=== PROBLEM STATEMENT ===
Return, with both end lines included, exactly what the data below holds from the line with "Enumerate all labels, symbols" through the line with "Enumerate all text", though not the pictures.
START PROVIDED INFORMATION
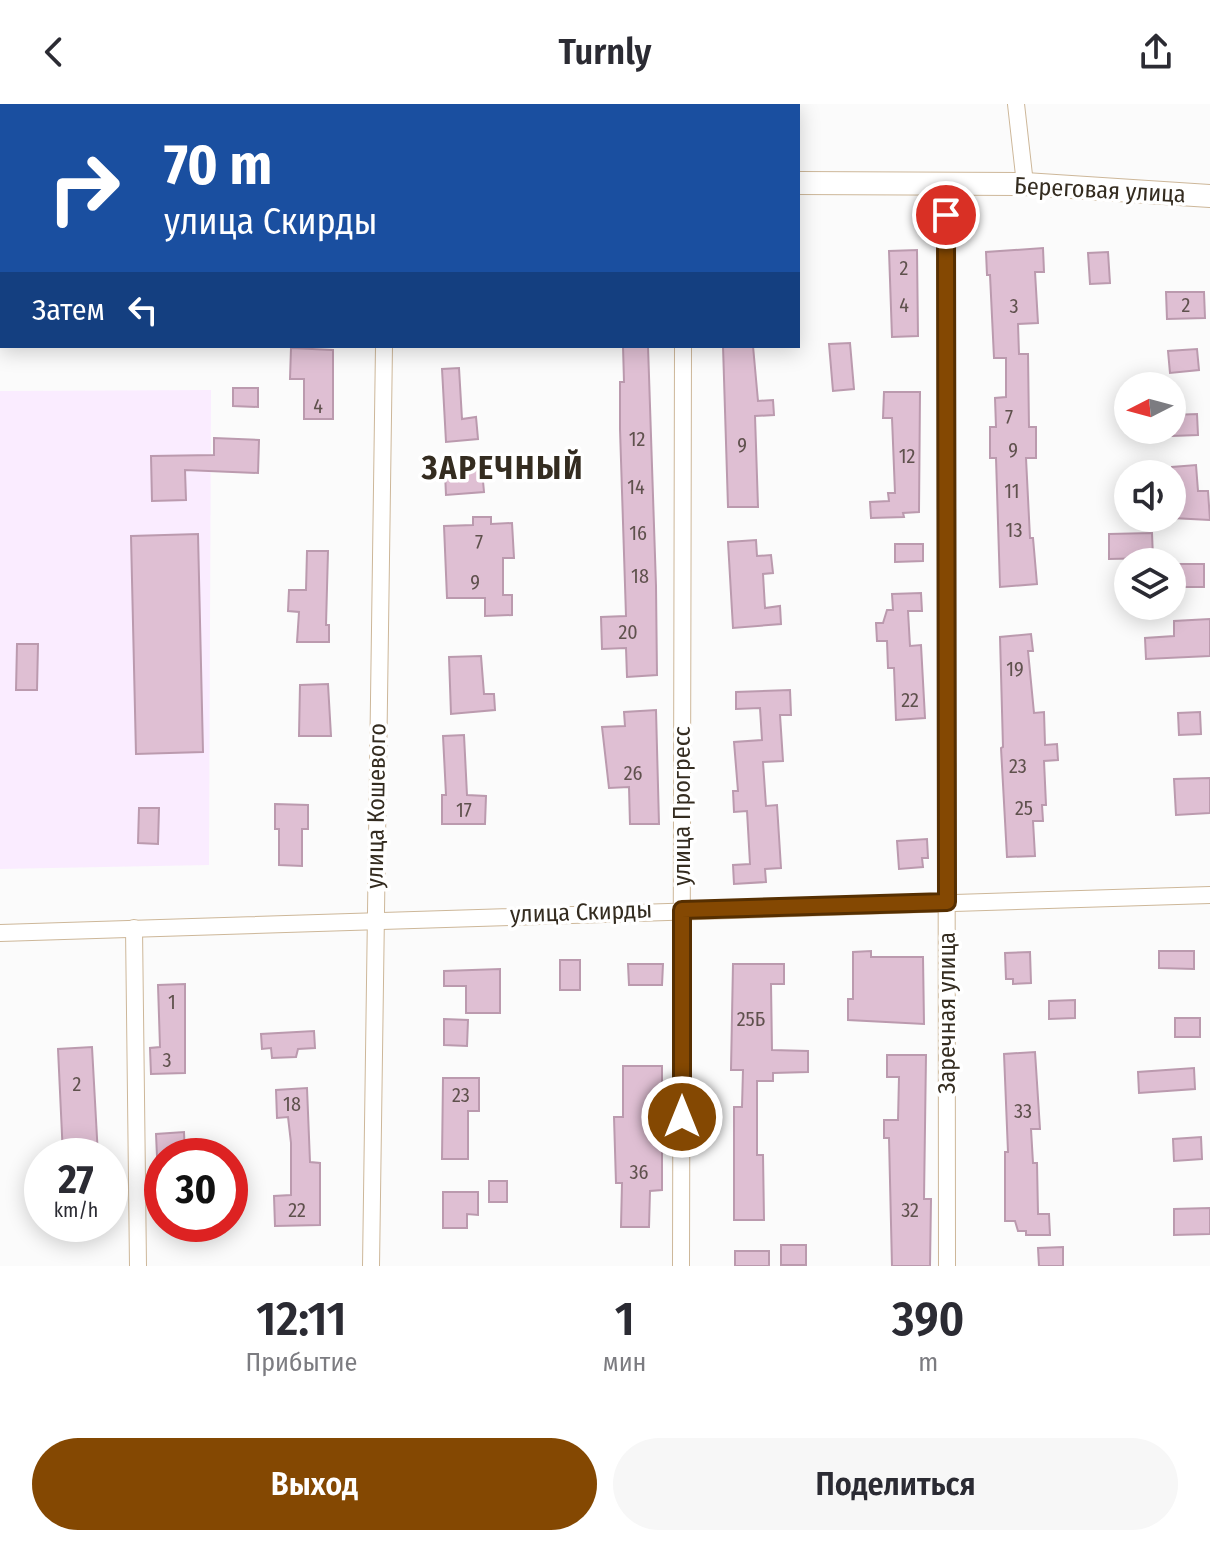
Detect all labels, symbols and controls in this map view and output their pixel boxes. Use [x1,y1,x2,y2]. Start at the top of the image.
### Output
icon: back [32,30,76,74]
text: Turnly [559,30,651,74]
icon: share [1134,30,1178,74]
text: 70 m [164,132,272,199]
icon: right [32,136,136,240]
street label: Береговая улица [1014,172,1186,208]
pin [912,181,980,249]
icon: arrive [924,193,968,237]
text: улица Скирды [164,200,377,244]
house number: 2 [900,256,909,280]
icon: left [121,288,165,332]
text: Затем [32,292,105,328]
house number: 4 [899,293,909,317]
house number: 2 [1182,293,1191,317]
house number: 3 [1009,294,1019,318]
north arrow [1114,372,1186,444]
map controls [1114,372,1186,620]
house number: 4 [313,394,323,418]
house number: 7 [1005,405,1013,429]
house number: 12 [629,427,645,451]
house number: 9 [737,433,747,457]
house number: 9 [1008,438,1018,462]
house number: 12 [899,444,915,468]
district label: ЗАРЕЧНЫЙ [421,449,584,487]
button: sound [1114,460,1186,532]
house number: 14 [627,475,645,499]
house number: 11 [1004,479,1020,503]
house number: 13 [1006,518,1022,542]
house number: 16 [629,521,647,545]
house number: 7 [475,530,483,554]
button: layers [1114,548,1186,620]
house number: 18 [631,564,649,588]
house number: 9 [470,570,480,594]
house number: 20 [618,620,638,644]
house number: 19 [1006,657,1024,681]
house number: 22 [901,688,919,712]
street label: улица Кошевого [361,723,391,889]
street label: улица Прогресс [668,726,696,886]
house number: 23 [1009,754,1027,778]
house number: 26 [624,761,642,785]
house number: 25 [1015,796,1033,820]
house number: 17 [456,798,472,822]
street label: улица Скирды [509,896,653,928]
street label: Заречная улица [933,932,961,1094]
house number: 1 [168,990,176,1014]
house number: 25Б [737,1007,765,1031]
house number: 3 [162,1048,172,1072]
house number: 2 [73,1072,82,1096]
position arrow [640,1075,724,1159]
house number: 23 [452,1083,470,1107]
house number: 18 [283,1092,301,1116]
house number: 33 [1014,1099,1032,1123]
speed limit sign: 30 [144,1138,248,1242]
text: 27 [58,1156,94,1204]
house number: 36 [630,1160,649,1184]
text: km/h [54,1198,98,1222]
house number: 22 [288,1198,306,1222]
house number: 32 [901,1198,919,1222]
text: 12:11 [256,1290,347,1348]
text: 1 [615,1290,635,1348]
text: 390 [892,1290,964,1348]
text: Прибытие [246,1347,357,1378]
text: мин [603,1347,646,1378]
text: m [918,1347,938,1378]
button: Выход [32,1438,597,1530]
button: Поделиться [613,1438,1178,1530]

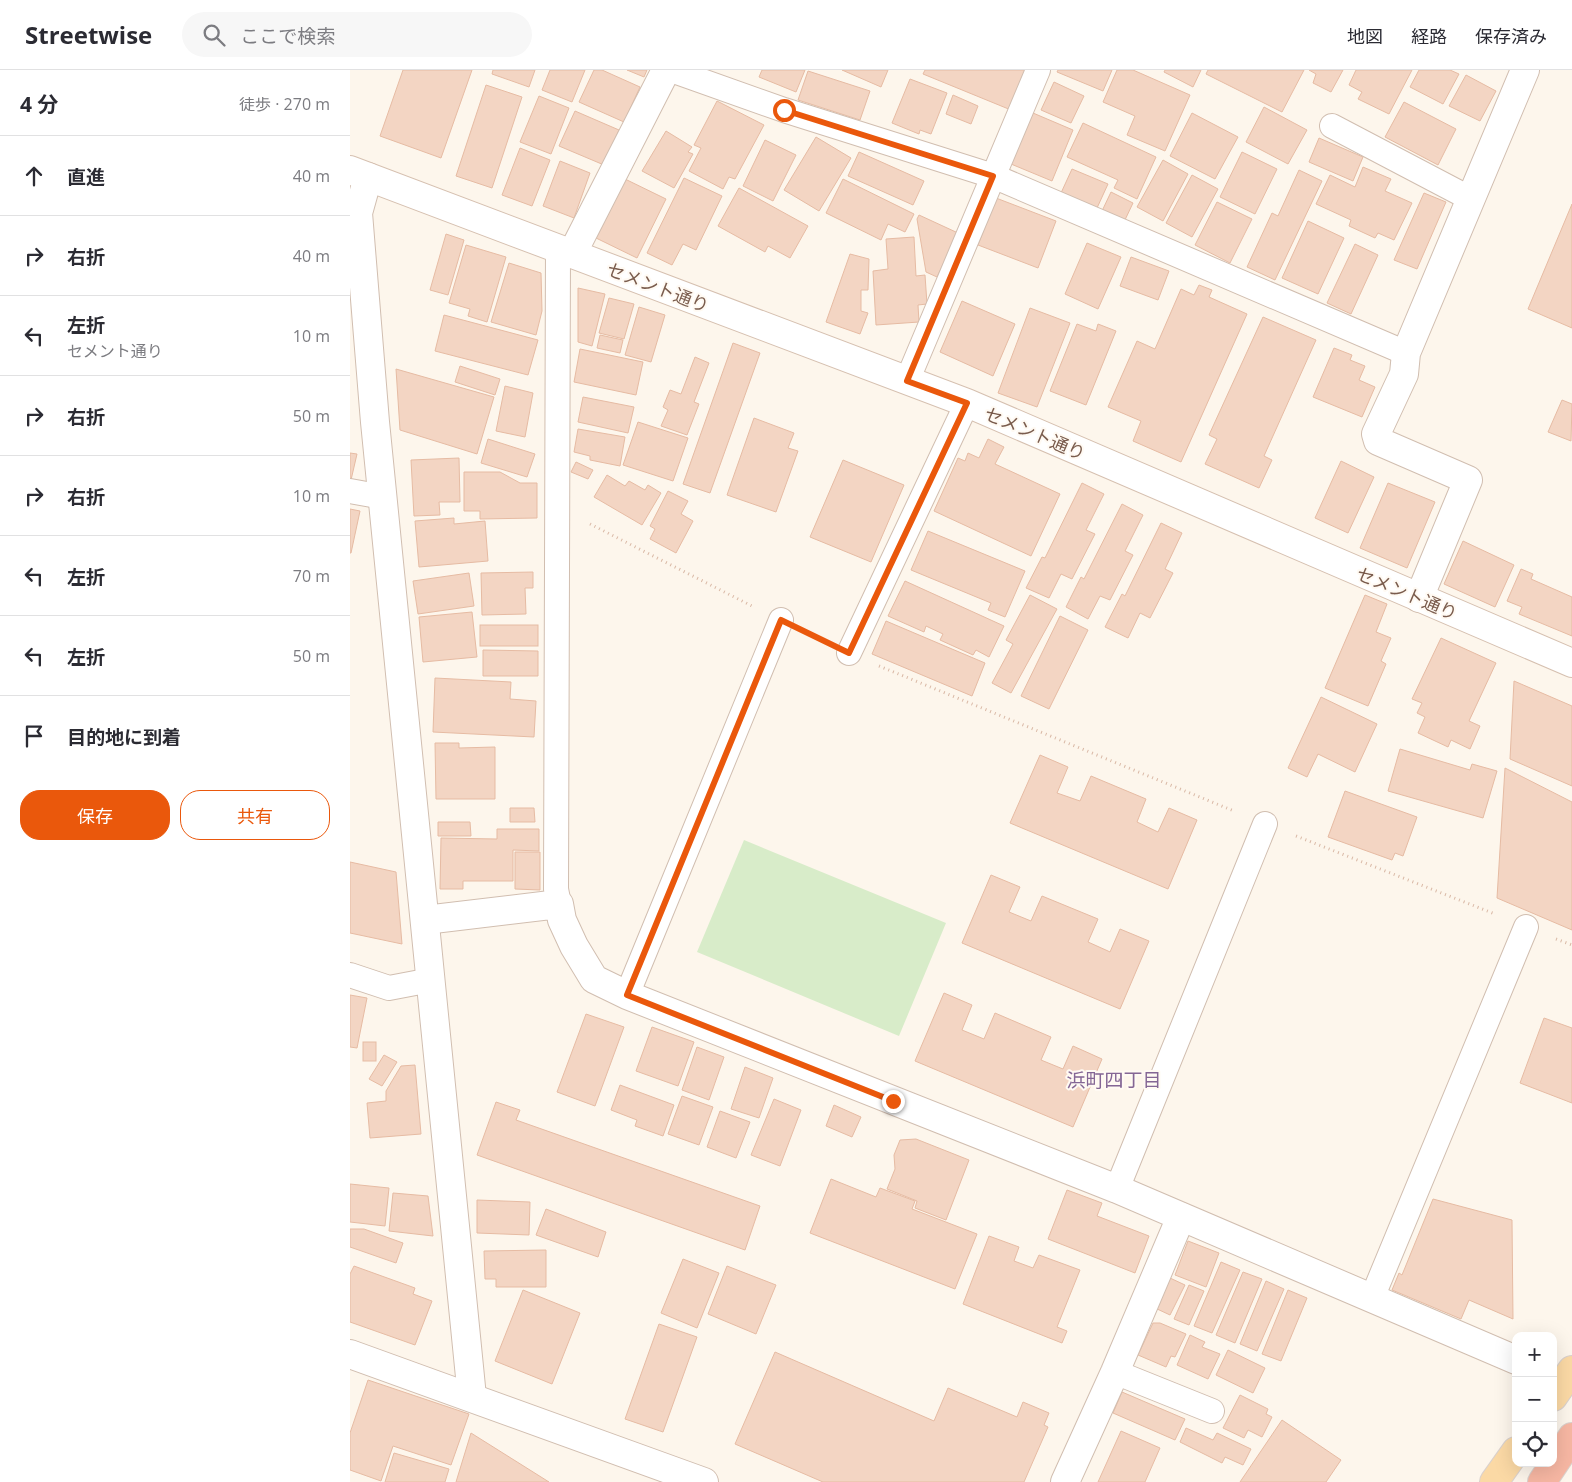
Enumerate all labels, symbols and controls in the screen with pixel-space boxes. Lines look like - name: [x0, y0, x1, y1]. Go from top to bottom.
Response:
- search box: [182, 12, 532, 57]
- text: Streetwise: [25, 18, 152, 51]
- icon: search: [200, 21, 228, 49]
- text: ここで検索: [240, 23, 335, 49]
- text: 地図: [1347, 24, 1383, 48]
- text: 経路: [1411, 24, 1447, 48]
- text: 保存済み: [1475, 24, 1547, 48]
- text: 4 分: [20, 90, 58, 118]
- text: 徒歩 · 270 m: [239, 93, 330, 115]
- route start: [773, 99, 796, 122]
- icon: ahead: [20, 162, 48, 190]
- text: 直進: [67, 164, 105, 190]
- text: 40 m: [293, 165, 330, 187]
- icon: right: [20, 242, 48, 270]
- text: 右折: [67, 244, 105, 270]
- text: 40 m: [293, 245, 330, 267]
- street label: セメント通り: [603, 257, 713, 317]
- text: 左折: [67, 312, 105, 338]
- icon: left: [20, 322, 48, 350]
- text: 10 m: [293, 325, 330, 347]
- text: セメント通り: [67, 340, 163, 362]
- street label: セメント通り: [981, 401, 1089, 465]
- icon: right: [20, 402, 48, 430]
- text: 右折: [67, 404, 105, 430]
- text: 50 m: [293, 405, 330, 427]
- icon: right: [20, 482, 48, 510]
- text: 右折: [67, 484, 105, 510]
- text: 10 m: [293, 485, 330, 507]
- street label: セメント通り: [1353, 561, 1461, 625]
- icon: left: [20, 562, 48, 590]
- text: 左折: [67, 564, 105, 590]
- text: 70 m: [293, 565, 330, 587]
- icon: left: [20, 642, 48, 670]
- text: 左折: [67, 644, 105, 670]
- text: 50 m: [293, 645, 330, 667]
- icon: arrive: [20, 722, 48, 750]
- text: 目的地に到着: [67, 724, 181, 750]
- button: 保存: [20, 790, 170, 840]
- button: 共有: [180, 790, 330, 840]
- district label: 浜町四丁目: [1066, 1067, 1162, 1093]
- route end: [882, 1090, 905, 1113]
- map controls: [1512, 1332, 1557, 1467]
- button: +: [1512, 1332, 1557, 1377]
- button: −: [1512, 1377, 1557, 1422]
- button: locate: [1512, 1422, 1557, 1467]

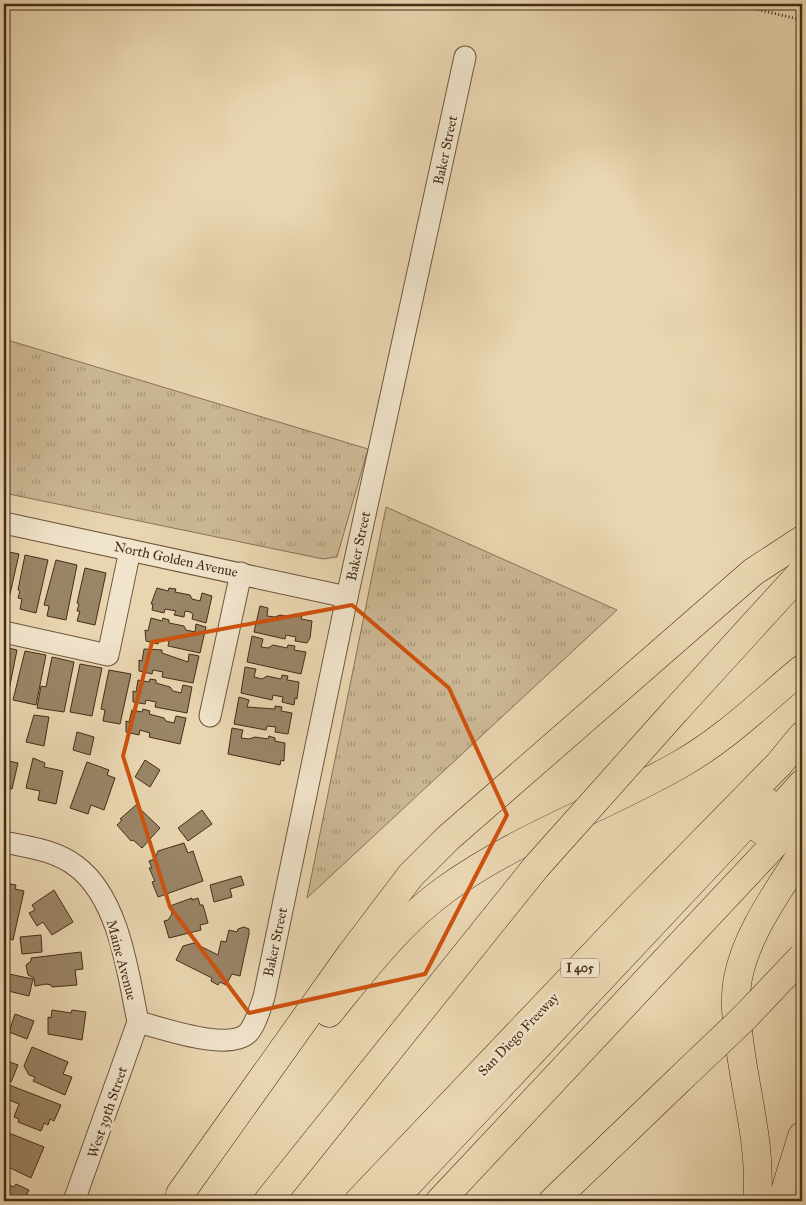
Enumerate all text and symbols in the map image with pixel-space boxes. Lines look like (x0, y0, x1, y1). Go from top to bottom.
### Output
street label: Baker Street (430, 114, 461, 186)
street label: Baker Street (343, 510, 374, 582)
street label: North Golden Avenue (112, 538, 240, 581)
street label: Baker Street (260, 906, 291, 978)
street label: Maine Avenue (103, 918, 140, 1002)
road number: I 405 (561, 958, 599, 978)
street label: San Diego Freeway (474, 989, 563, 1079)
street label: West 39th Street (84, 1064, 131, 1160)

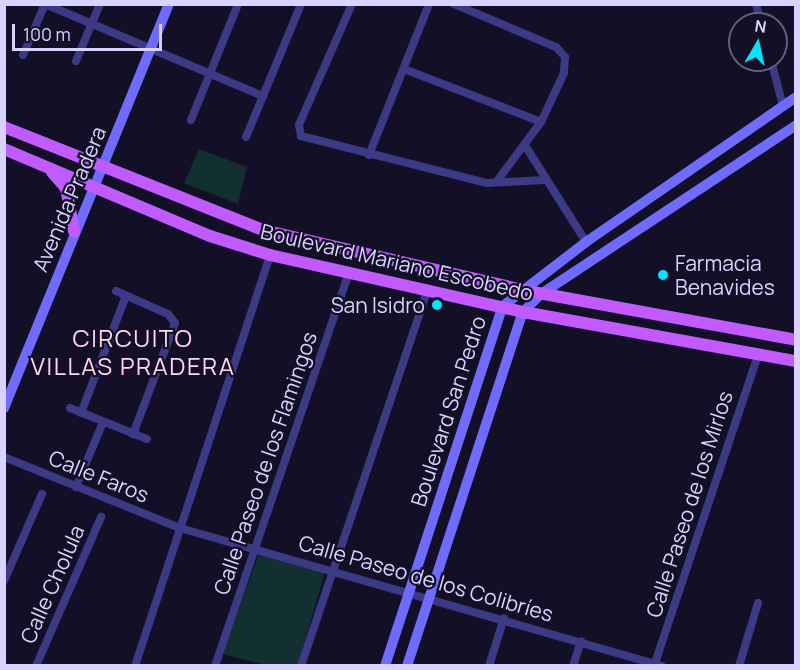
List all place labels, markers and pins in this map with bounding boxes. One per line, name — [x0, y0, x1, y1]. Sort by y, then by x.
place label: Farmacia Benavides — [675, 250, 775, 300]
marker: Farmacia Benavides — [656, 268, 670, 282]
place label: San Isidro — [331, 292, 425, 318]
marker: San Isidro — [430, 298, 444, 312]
END PROVIDED INFORMATION
=== THE ANSWER ===
Enumerate all labels, symbols and controls in the screen with pixel-space boxes. Lines look like - name: [x0, y0, x1, y1]. Go from top to bottom.
Response:
- search box: [182, 12, 532, 57]
- text: Streetwise: [25, 18, 152, 51]
- icon: search: [200, 21, 228, 49]
- text: ここで検索: [240, 23, 335, 49]
- text: 地図: [1347, 24, 1383, 48]
- text: 経路: [1411, 24, 1447, 48]
- text: 保存済み: [1475, 24, 1547, 48]
- text: 4 分: [20, 90, 58, 118]
- text: 徒歩 · 270 m: [239, 93, 330, 115]
- route start: [773, 99, 796, 122]
- icon: ahead: [20, 162, 48, 190]
- text: 直進: [67, 164, 105, 190]
- text: 40 m: [293, 165, 330, 187]
- icon: right: [20, 242, 48, 270]
- text: 右折: [67, 244, 105, 270]
- text: 40 m: [293, 245, 330, 267]
- street label: セメント通り: [603, 257, 713, 317]
- text: 左折: [67, 312, 105, 338]
- icon: left: [20, 322, 48, 350]
- text: 10 m: [293, 325, 330, 347]
- text: セメント通り: [67, 340, 163, 362]
- street label: セメント通り: [981, 401, 1089, 465]
- icon: right: [20, 402, 48, 430]
- text: 右折: [67, 404, 105, 430]
- text: 50 m: [293, 405, 330, 427]
- icon: right: [20, 482, 48, 510]
- text: 右折: [67, 484, 105, 510]
- text: 10 m: [293, 485, 330, 507]
- street label: セメント通り: [1353, 561, 1461, 625]
- icon: left: [20, 562, 48, 590]
- text: 左折: [67, 564, 105, 590]
- text: 70 m: [293, 565, 330, 587]
- icon: left: [20, 642, 48, 670]
- text: 左折: [67, 644, 105, 670]
- text: 50 m: [293, 645, 330, 667]
- icon: arrive: [20, 722, 48, 750]
- text: 目的地に到着: [67, 724, 181, 750]
- button: 保存: [20, 790, 170, 840]
- button: 共有: [180, 790, 330, 840]
- district label: 浜町四丁目: [1066, 1067, 1162, 1093]
- route end: [882, 1090, 905, 1113]
- map controls: [1512, 1332, 1557, 1467]
- button: +: [1512, 1332, 1557, 1377]
- button: −: [1512, 1377, 1557, 1422]
- button: locate: [1512, 1422, 1557, 1467]

Enumerate all text and symbols in the map image with pixel-space boxes. Lines look like (x0, y0, x1, y1). Go from top to bottom.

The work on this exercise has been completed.